## SOURCE DATA
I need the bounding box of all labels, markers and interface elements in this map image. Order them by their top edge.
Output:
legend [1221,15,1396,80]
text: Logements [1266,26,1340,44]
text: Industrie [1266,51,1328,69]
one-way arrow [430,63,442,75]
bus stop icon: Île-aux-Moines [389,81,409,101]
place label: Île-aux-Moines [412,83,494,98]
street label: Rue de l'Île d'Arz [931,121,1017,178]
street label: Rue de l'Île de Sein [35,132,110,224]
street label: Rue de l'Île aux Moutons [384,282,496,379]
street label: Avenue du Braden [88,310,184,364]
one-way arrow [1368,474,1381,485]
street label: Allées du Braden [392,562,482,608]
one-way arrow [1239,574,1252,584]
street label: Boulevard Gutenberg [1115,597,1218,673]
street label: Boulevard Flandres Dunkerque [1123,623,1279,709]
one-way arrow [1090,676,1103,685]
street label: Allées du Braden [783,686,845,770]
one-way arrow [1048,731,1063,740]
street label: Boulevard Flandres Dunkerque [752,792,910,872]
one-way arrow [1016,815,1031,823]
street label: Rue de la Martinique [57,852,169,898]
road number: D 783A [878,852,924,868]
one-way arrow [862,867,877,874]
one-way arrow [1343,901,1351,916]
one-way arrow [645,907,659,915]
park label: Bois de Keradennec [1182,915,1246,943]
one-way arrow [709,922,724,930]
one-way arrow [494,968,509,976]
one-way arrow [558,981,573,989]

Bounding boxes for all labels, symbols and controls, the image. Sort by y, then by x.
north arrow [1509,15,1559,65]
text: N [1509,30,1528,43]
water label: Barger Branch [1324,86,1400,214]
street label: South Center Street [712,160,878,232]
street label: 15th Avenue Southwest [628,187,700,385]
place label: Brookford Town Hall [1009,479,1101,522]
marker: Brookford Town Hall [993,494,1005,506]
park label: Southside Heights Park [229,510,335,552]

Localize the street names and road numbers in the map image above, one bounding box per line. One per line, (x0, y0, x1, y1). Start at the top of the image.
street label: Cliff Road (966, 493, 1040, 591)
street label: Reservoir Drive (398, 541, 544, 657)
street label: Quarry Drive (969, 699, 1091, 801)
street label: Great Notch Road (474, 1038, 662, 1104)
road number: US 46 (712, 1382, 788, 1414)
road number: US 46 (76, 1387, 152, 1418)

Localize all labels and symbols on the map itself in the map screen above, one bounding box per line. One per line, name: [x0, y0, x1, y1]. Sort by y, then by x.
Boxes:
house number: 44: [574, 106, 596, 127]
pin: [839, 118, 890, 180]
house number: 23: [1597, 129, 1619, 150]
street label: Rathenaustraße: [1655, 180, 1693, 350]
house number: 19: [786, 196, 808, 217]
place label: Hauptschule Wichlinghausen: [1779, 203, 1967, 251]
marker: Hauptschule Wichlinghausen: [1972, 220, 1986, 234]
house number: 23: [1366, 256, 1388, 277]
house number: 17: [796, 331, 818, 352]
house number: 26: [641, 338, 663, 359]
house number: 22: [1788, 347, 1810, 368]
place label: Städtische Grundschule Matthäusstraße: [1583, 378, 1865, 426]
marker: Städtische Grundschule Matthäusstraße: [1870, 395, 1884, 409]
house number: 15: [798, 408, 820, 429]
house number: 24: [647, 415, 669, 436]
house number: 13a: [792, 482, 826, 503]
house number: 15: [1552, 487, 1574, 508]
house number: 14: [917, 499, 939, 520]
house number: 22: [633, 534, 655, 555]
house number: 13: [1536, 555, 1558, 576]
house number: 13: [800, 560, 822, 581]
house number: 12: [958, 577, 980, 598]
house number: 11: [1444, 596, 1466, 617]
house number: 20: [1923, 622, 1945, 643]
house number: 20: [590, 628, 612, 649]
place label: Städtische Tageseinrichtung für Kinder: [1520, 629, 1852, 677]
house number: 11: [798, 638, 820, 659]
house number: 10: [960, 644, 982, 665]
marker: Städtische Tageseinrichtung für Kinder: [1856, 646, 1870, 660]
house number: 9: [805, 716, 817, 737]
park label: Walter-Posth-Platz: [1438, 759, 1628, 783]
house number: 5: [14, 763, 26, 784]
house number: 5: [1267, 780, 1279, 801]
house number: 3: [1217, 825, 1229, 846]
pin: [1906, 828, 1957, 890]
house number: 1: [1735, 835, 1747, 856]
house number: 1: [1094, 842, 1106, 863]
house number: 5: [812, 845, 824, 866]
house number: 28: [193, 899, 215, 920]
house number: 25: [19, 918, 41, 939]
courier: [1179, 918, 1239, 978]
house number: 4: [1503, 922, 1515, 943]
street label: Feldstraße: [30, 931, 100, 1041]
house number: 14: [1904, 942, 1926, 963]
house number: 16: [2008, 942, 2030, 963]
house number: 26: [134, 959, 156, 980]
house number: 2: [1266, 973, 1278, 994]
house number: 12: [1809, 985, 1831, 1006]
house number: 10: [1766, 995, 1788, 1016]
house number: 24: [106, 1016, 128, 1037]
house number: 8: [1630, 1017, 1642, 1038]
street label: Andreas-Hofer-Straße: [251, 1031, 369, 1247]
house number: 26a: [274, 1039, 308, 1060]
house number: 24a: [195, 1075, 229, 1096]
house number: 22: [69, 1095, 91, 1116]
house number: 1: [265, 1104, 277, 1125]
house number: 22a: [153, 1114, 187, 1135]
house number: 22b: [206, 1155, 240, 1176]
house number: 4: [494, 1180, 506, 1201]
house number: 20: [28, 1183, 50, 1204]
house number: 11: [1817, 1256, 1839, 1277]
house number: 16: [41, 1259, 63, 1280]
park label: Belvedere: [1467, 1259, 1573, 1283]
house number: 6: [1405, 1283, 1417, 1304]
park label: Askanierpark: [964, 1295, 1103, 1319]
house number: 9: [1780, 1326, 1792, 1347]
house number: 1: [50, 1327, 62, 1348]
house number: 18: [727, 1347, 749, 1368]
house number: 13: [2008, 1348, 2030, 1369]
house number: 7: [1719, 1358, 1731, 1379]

## EXERCISE DESCRIPTION
Without omission, retype the full listing shown above.

## RESPONSE FOR THIS EXERCISE
I need the bounding box of all labels, markers and interface elements in this map image. Order them by their top edge.
Output:
legend [1221,15,1396,80]
text: Logements [1266,26,1340,44]
text: Industrie [1266,51,1328,69]
one-way arrow [430,63,442,75]
bus stop icon: Île-aux-Moines [389,81,409,101]
place label: Île-aux-Moines [412,83,494,98]
street label: Rue de l'Île d'Arz [931,121,1017,178]
street label: Rue de l'Île de Sein [35,132,110,224]
street label: Rue de l'Île aux Moutons [384,282,496,379]
street label: Avenue du Braden [88,310,184,364]
one-way arrow [1368,474,1381,485]
street label: Allées du Braden [392,562,482,608]
one-way arrow [1239,574,1252,584]
street label: Boulevard Gutenberg [1115,597,1218,673]
street label: Boulevard Flandres Dunkerque [1123,623,1279,709]
one-way arrow [1090,676,1103,685]
street label: Allées du Braden [783,686,845,770]
one-way arrow [1048,731,1063,740]
street label: Boulevard Flandres Dunkerque [752,792,910,872]
one-way arrow [1016,815,1031,823]
street label: Rue de la Martinique [57,852,169,898]
road number: D 783A [878,852,924,868]
one-way arrow [862,867,877,874]
one-way arrow [1343,901,1351,916]
one-way arrow [645,907,659,915]
park label: Bois de Keradennec [1182,915,1246,943]
one-way arrow [709,922,724,930]
one-way arrow [494,968,509,976]
one-way arrow [558,981,573,989]

Bounding boxes for all labels, symbols and controls, the image. Sort by y, then by x.
north arrow [1509,15,1559,65]
text: N [1509,30,1528,43]
water label: Barger Branch [1324,86,1400,214]
street label: South Center Street [712,160,878,232]
street label: 15th Avenue Southwest [628,187,700,385]
place label: Brookford Town Hall [1009,479,1101,522]
marker: Brookford Town Hall [993,494,1005,506]
park label: Southside Heights Park [229,510,335,552]

Localize the street names and road numbers in the map image above, one bounding box per line. One per line, (x0, y0, x1, y1). Start at the top of the image.
street label: Cliff Road (966, 493, 1040, 591)
street label: Reservoir Drive (398, 541, 544, 657)
street label: Quarry Drive (969, 699, 1091, 801)
street label: Great Notch Road (474, 1038, 662, 1104)
road number: US 46 (712, 1382, 788, 1414)
road number: US 46 (76, 1387, 152, 1418)

Localize all labels and symbols on the map itself in the map screen above, one bounding box per line. One per line, name: [x0, y0, x1, y1]. Sort by y, then by x.
Boxes:
house number: 44: [574, 106, 596, 127]
pin: [839, 118, 890, 180]
house number: 23: [1597, 129, 1619, 150]
street label: Rathenaustraße: [1655, 180, 1693, 350]
house number: 19: [786, 196, 808, 217]
place label: Hauptschule Wichlinghausen: [1779, 203, 1967, 251]
marker: Hauptschule Wichlinghausen: [1972, 220, 1986, 234]
house number: 23: [1366, 256, 1388, 277]
house number: 17: [796, 331, 818, 352]
house number: 26: [641, 338, 663, 359]
house number: 22: [1788, 347, 1810, 368]
place label: Städtische Grundschule Matthäusstraße: [1583, 378, 1865, 426]
marker: Städtische Grundschule Matthäusstraße: [1870, 395, 1884, 409]
house number: 15: [798, 408, 820, 429]
house number: 24: [647, 415, 669, 436]
house number: 13a: [792, 482, 826, 503]
house number: 15: [1552, 487, 1574, 508]
house number: 14: [917, 499, 939, 520]
house number: 22: [633, 534, 655, 555]
house number: 13: [1536, 555, 1558, 576]
house number: 13: [800, 560, 822, 581]
house number: 12: [958, 577, 980, 598]
house number: 11: [1444, 596, 1466, 617]
house number: 20: [1923, 622, 1945, 643]
house number: 20: [590, 628, 612, 649]
place label: Städtische Tageseinrichtung für Kinder: [1520, 629, 1852, 677]
house number: 11: [798, 638, 820, 659]
house number: 10: [960, 644, 982, 665]
marker: Städtische Tageseinrichtung für Kinder: [1856, 646, 1870, 660]
house number: 9: [805, 716, 817, 737]
park label: Walter-Posth-Platz: [1438, 759, 1628, 783]
house number: 5: [14, 763, 26, 784]
house number: 5: [1267, 780, 1279, 801]
house number: 3: [1217, 825, 1229, 846]
pin: [1906, 828, 1957, 890]
house number: 1: [1735, 835, 1747, 856]
house number: 1: [1094, 842, 1106, 863]
house number: 5: [812, 845, 824, 866]
house number: 28: [193, 899, 215, 920]
house number: 25: [19, 918, 41, 939]
courier: [1179, 918, 1239, 978]
house number: 4: [1503, 922, 1515, 943]
street label: Feldstraße: [30, 931, 100, 1041]
house number: 14: [1904, 942, 1926, 963]
house number: 16: [2008, 942, 2030, 963]
house number: 26: [134, 959, 156, 980]
house number: 2: [1266, 973, 1278, 994]
house number: 12: [1809, 985, 1831, 1006]
house number: 10: [1766, 995, 1788, 1016]
house number: 24: [106, 1016, 128, 1037]
house number: 8: [1630, 1017, 1642, 1038]
street label: Andreas-Hofer-Straße: [251, 1031, 369, 1247]
house number: 26a: [274, 1039, 308, 1060]
house number: 24a: [195, 1075, 229, 1096]
house number: 22: [69, 1095, 91, 1116]
house number: 1: [265, 1104, 277, 1125]
house number: 22a: [153, 1114, 187, 1135]
house number: 22b: [206, 1155, 240, 1176]
house number: 4: [494, 1180, 506, 1201]
house number: 20: [28, 1183, 50, 1204]
house number: 11: [1817, 1256, 1839, 1277]
house number: 16: [41, 1259, 63, 1280]
park label: Belvedere: [1467, 1259, 1573, 1283]
house number: 6: [1405, 1283, 1417, 1304]
park label: Askanierpark: [964, 1295, 1103, 1319]
house number: 9: [1780, 1326, 1792, 1347]
house number: 1: [50, 1327, 62, 1348]
house number: 18: [727, 1347, 749, 1368]
house number: 13: [2008, 1348, 2030, 1369]
house number: 7: [1719, 1358, 1731, 1379]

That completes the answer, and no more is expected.